Biologists recently made a "once-in-a-lifetime" discovery of a bird that's male on the right side and female on the left.

Researchers captured the bird, a rose-breasted grosbeak (Pheucticus ludovicianus), at the Carnegie Museum of Natural History's Powdermill Nature Reserve, an environmental research center in Rector, Pennsylvania.
Plumage colors usually signal if a grosbeak is male or female, but this bird has both sexes' signature shades. Scientists who captured the bird saw male coloration — pink wing "pits," a red breast splash and black wing feathers — on the right side of its body. But the bird's left wing was browner and had yellow "pits," a color combination found in females,

museum representatives said in a statement.

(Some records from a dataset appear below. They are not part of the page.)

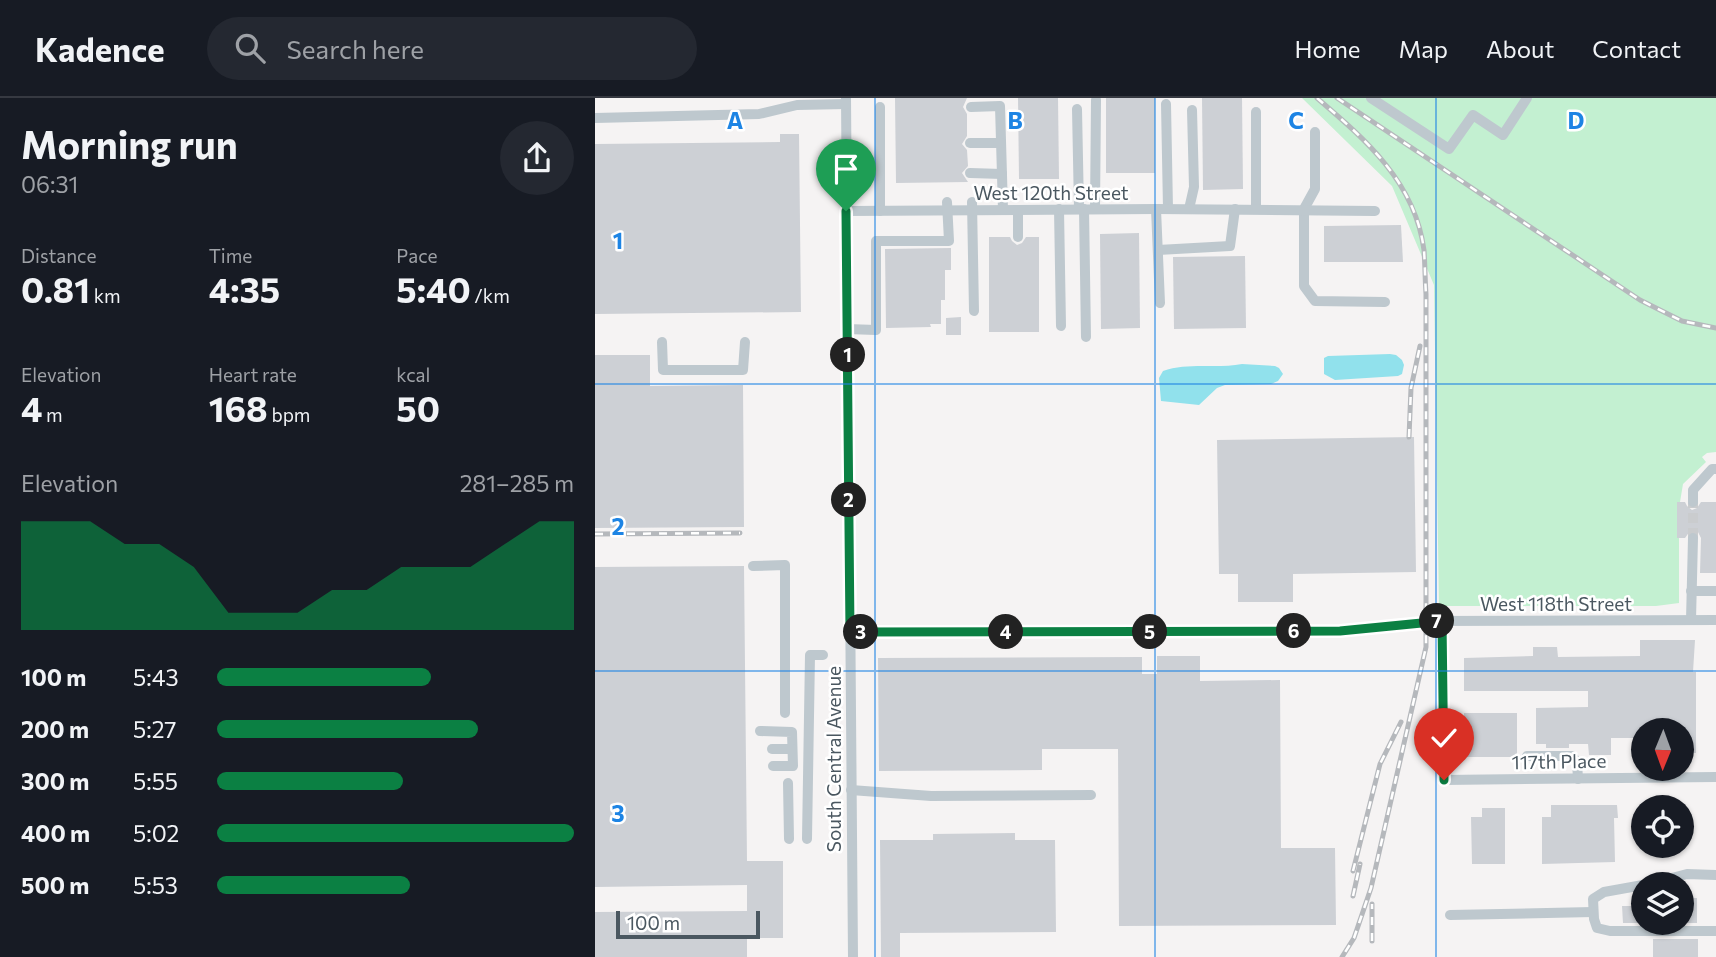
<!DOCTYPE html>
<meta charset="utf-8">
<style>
body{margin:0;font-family:Commissioner,sans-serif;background:#242831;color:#f1f3f6;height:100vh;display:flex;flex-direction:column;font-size:26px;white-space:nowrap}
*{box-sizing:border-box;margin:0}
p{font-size:23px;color:#9ea1a6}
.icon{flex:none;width:38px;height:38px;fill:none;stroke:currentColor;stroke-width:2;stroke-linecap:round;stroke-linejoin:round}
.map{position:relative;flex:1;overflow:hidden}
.panel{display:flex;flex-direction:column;background:#171b24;width:595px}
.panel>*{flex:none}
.needle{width:46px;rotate:181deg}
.controls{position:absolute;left:1036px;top:620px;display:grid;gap:14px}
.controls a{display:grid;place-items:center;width:63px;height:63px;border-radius:50%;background:#171b24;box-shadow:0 2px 5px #0004;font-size:35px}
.scale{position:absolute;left:21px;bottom:18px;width:144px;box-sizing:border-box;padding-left:7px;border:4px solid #4a5760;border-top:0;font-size:19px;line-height:24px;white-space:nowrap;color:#4a5760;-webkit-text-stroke:5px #fff;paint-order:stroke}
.pin{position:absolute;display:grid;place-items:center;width:60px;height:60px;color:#fff;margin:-72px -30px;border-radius:50% 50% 50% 0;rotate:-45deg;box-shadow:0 0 7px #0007}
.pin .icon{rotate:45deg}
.km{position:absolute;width:35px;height:35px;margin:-18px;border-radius:50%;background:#222;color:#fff;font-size:19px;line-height:35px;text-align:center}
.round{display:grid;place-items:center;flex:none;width:74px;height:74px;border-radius:37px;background:#242831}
.overview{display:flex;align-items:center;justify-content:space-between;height:119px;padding:0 21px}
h1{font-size:38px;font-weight:700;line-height:52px}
.metrics{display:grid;grid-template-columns:repeat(3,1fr);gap:10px;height:119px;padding:7px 21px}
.metrics div{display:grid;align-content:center}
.metrics b{font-size:35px;font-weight:700}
.metrics small{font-size:19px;font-weight:400}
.metrics p{font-size:19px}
.chart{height:196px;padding:14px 21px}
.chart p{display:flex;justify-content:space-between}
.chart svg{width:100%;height:126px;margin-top:7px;fill:#0b8043;opacity:.7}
ul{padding:0 21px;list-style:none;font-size:23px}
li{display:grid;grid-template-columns:112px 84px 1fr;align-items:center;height:52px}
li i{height:18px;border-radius:9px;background:#0b8043}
header{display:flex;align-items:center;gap:42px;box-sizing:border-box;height:98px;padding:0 35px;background:#171b24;border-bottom:2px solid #363941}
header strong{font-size:33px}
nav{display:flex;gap:38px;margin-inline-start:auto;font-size:24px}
.search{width:490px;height:63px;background:#242831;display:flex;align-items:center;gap:18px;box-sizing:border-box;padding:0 24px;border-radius:38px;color:#9ea1a6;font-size:26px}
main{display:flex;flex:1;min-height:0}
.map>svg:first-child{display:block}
.green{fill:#c3f0d1}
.water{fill:#91e1ec}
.building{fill:#cdd0d5}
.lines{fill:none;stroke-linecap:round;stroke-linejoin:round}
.minor-tunnel{stroke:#caccce;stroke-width:10;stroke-dasharray:10 5;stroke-linecap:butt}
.minor{stroke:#bec8ce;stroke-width:10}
.rail-casing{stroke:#b5b8bc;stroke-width:5}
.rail{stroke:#fff;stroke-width:2.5;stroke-dasharray:8;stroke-linecap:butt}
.route-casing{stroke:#fff;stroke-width:14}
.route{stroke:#0b8043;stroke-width:9}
.grid{fill:none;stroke:#1d84e4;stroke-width:2;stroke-opacity:0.55}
.labels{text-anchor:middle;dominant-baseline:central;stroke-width:5;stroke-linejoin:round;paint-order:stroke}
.street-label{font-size:19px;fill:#4a5760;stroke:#fff}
.grid-label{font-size:23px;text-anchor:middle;font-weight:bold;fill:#1d84e4;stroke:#fff;stroke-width:5;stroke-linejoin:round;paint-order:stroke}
</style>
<header>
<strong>Kadence</strong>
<div class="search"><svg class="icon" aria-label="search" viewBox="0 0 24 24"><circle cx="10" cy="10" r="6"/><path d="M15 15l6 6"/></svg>Search here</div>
<nav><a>Home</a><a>Map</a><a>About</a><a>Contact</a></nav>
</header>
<main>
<section class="panel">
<div class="overview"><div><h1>Morning run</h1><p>06:31</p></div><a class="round"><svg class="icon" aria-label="share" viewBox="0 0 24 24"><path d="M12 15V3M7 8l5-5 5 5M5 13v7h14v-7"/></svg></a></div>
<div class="metrics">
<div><p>Distance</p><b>0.81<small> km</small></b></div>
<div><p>Time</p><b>4:35</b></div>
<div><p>Pace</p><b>5:40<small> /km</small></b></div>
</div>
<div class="metrics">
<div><p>Elevation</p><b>4<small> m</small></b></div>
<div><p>Heart rate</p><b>168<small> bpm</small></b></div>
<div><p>kcal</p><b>50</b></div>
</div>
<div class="chart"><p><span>Elevation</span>281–285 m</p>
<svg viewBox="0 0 160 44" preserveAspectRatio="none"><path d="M0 44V6L10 6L20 6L30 14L40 14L50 22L60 38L70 38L80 38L90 30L100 30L110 22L120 22L130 22L140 14L150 6L160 6V44z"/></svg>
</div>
<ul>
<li><b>100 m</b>5:43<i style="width:60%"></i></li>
<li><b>200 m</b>5:27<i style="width:73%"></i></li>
<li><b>300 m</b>5:55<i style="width:52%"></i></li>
<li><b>400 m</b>5:02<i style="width:100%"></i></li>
<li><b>500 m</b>5:53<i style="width:54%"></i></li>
</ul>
</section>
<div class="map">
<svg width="1121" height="859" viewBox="0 0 1121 859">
<rect width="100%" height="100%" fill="#f5f3f3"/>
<path class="green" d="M707,0H1121V354L1112,355L1107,359L1111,364L1088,386L1085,404H1082V439L1084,440V505L1061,508H844L839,187L797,88Z"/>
<g class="water">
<path d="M795,256L801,257L807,262L809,267L807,276L803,278L740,282L729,276V260L733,258Z"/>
<path d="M647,266L680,268L684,270L688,276L683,283L676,286L630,287L622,290L604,307L566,303L564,280L568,273C593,264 622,271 647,266Z"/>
</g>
<g class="building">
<path d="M300,0H372L368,9L372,16V38L367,46L372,52L373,68L367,75L373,84L301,85Z"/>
<path d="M423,0H463L464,81H424Z"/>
<rect x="511" y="0" width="49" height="75"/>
<path d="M607,0H647L648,91L608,92Z"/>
<path d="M185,36H204L206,214L0,216V46L185,44Z"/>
<path d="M806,127L808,164H729V128Z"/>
<path d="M544,135L545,230L506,231L505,136Z"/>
<path d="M394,139H415L417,143L422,147L427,145L431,139H444V234H394Z"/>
<path d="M356,150V172H350V202H346V226H335L336,229L291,230L290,151Z"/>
<path d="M650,158L651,230L579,231L578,159Z"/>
<path d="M366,219V237H351V220Z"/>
<path d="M0,257H55V288L148,287L149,429L0,430Z"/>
<path d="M819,339L821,474L698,476V504H643V476H624L622,342Z"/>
<path d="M1082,404H1090L1092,408L1097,412L1102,410L1106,404H1121V475H1105L1106,440L1103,434L1095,433L1090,440H1082Z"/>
<path d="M149,468L152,763H188V840H152V859H0V814L152,813V787L0,789V469Z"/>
<path d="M1045,542H1100L1098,574H1101V655H1087V632H1048V657H1039V640H1016V657H994L993,646H974V650H951V646H941V610L993,609V593H869V560L938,558V549H962L963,559L1045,558Z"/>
<path d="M562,558H605V583L685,582L686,750H740L741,827L524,828L523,651H447V672L284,673L283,560L547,559V576H562Z"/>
<rect x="869" y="615" width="53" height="44"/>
<path d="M956,707H1022L1023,720H1019L1020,764L947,766V719H956Z"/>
<path d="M887,710H910V766H877L876,719H887Z"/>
<path d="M420,735V742H460L461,834L305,835V859H286L285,742H338V736Z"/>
<path d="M1090,800H1102V825H1087V804H1090Z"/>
<path d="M1027,808H1048V825H1028Z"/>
<rect x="1058" y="841" width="45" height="18"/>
</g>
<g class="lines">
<path class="minor-tunnel" d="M1098,440V404"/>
<g class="minor">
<path d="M251,0L258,859"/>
<path d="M776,0L854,51L878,17L908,37L932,0"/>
<path d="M571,6L573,111"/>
<path d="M285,9V113"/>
<path d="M376,9L405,8L408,112"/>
<path d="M482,11L484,111"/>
<path d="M661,14V111"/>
<path d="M0,20L164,16L202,7L251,6"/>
<path d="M720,34V91L709,111V188L720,203L790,204"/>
<path d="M375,45H406"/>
<path d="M375,75L407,76"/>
<path d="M377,104L379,213"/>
<path d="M464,111L466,228"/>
<path d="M489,111L491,239"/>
<path d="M500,111L501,2"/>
<path d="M561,111L565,205"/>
<path d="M594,111L599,89L597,12"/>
<path d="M423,112V139"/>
<path d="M252,113L561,111L780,113"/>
<path d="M563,152L635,148L640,111"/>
<path d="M252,231L281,232V143H354L352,104"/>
<path d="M67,244L68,272H148L150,244"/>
<path d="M1098,404V392L1117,371H1121"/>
<path d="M158,468L190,467V615"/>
<path d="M1096,493H1121"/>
<path d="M1096,522L1098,440"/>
<path d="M847,523L849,682L1121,679"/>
<path d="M255,534L745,533L833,523L1121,522"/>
<path d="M165,633L197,634L198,668H178"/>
<path d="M177,651H197"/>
<path d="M932,658H977L982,664L983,681"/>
<path d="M193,685L194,741"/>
<path d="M256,692L336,698L496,697"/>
<path d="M212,741L215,557H228"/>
<path d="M1054,786L1092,776L1121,777"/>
<path d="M1048,787L1009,794L998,801L999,821L1002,830L1015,833H1121"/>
<path d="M855,817L998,814"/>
</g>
<defs>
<g id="rail">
<path d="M722,0C771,42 820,84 829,152C830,167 830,182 831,196V549L776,790L759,840L747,859"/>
<path d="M742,0L1045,202L1087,223L1121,230"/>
<path d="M814,339L816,290L825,248"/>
<path d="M0,436L145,435"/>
<path d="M758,773L785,666L806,624"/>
<path d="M758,798L765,766"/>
<path d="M777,843V806"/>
</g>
</defs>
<use href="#rail" class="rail-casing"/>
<use href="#rail" class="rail"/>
</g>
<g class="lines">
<defs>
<path id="route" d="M251,113L255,534L745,533L847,523L849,682"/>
</defs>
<use href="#route" class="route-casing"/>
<use href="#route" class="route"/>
</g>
<path class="grid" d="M280,0V859M560,0V859M841,0V859M0,286H1121M0,573H1121"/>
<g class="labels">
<g class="street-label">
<text x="456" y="94">West 120th Street</text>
<text x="961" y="505">West 118th Street</text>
<text transform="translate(238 661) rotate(-90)">South Central Avenue</text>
<text transform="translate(964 663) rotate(-1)">117th Place</text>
</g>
</g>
<g class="grid-label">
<text x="140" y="31">A</text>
<text x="420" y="31">B</text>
<text x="701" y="31">C</text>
<text x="981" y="31">D</text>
<text x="23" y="151">1</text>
<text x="23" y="437">2</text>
<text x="23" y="724">3</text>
</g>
</svg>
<div class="controls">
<a><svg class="needle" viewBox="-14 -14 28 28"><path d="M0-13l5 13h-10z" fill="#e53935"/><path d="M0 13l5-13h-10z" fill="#9ea1a6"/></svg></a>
<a><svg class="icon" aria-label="locate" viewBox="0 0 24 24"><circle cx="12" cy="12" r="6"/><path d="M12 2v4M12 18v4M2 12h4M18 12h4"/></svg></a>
<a><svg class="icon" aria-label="layers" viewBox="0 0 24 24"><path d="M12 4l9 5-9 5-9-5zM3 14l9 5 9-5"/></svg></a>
</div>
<div class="scale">100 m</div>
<div class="pin" style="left:251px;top:113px;background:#1e9e55"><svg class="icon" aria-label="arrive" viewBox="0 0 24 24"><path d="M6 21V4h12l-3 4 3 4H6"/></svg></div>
<div class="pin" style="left:849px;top:682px;background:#d93025"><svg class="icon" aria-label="check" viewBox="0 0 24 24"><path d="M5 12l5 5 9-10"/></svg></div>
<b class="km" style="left:253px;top:257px">1</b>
<b class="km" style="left:254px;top:402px">2</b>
<b class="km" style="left:266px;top:534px">3</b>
<b class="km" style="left:411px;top:534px">4</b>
<b class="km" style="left:555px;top:534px">5</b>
<b class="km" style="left:699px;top:533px">6</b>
<b class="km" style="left:842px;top:523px">7</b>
</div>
</main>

This condition, in which an animal possesses male and female traits divided down the middle of its body, is called bilateral gynandromorphism. In birds, gynandromorphy is thought to stem from an error during egg formation. Unfertilized eggs typically contain one sex chromosome: a Z or a W (male birds are ZZ, while females are ZW). But very rarely, an egg develops with two nuclei, one containing a Z chromosome and the other a W chromosome. If this egg is fertilized, it unites with sperm that carry the Z chromosome to produce an embryo with some cells that are ZZ, producing male traits, and some that are ZW, producing female traits, Natural History Magazine reported.

"We caught the bird during normal banding operations," said Annie Lindsay, Powdermill's Avian Research Center (ARC) bird banding program manager. "The bird received an individually numbered band just like all birds we catch," Lindsay told Live Science in an email.

The scientists recorded the grosbeak's age, sex and body measurements. They then collected feathers for genetic analysis and took photos and video before releasing the bird.

"Every member of the banding crew expressed delighted surprise and joy in experiencing the banding of this rare bird," Lindsay said.